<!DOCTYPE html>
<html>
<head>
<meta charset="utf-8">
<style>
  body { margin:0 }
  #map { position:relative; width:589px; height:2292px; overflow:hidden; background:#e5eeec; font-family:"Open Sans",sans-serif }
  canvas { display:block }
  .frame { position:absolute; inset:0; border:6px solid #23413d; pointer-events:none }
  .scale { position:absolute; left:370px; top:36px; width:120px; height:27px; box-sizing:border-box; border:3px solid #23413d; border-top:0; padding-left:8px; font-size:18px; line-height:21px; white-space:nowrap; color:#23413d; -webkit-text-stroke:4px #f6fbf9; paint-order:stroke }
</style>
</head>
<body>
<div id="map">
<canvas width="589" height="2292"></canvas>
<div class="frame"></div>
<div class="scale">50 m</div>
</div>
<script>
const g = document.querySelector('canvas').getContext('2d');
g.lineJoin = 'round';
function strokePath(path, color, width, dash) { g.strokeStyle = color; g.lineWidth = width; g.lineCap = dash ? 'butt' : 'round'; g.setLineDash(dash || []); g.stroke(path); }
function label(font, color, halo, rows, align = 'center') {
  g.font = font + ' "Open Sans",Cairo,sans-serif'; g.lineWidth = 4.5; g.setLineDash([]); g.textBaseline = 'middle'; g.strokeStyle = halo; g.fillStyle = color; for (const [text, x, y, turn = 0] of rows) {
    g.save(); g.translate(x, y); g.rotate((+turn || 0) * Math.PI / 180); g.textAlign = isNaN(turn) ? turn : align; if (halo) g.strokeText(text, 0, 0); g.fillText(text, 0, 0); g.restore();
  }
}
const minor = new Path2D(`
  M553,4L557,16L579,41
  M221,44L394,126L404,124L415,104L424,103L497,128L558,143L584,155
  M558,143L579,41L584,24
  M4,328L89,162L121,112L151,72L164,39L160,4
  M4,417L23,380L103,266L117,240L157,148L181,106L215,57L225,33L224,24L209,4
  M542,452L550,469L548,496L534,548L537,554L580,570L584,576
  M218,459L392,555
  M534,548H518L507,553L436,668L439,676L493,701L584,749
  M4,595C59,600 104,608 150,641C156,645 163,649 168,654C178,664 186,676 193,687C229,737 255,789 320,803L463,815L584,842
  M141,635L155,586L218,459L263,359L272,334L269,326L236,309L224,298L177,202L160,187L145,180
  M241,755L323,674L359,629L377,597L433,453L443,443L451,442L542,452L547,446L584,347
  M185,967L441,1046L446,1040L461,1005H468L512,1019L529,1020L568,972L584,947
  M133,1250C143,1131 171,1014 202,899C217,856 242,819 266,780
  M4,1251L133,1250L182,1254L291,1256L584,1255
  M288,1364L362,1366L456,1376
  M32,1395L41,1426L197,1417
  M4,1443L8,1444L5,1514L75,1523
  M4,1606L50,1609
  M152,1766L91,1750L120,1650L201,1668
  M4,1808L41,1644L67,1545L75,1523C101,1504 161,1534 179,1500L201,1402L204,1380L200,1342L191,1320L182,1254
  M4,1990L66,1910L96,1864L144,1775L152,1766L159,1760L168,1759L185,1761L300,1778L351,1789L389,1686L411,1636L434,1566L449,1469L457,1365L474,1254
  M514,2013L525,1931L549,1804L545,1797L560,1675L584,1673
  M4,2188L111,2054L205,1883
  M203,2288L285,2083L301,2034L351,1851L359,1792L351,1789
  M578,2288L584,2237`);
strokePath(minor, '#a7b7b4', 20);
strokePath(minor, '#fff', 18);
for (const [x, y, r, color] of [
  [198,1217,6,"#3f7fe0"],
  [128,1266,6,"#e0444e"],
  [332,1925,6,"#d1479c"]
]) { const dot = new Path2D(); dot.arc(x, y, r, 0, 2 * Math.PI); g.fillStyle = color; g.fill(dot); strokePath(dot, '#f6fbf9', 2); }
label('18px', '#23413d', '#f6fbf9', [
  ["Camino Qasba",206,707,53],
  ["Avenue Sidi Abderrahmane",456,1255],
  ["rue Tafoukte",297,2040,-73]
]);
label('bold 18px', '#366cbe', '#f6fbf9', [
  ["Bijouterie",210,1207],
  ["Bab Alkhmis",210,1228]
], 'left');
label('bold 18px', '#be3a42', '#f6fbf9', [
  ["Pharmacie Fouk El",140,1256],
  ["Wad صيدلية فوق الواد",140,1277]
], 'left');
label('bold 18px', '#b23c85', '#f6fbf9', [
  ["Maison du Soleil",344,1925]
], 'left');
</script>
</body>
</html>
_ _ _ _ _
Task item:
Reproduce, exactly and with nothing added, the lines from the one that includes "M4,2188L111,2054L205,1883" through the last line of the material.

Exercise output:
  M4,2188L111,2054L205,1883
  M203,2288L285,2083L301,2034L351,1851L359,1792L351,1789
  M578,2288L584,2237`);
strokePath(minor, '#a7b7b4', 20);
strokePath(minor, '#fff', 18);
for (const [x, y, r, color] of [
  [198,1217,6,"#3f7fe0"],
  [128,1266,6,"#e0444e"],
  [332,1925,6,"#d1479c"]
]) { const dot = new Path2D(); dot.arc(x, y, r, 0, 2 * Math.PI); g.fillStyle = color; g.fill(dot); strokePath(dot, '#f6fbf9', 2); }
label('18px', '#23413d', '#f6fbf9', [
  ["Camino Qasba",206,707,53],
  ["Avenue Sidi Abderrahmane",456,1255],
  ["rue Tafoukte",297,2040,-73]
]);
label('bold 18px', '#366cbe', '#f6fbf9', [
  ["Bijouterie",210,1207],
  ["Bab Alkhmis",210,1228]
], 'left');
label('bold 18px', '#be3a42', '#f6fbf9', [
  ["Pharmacie Fouk El",140,1256],
  ["Wad صيدلية فوق الواد",140,1277]
], 'left');
label('bold 18px', '#b23c85', '#f6fbf9', [
  ["Maison du Soleil",344,1925]
], 'left');
</script>
</body>
</html>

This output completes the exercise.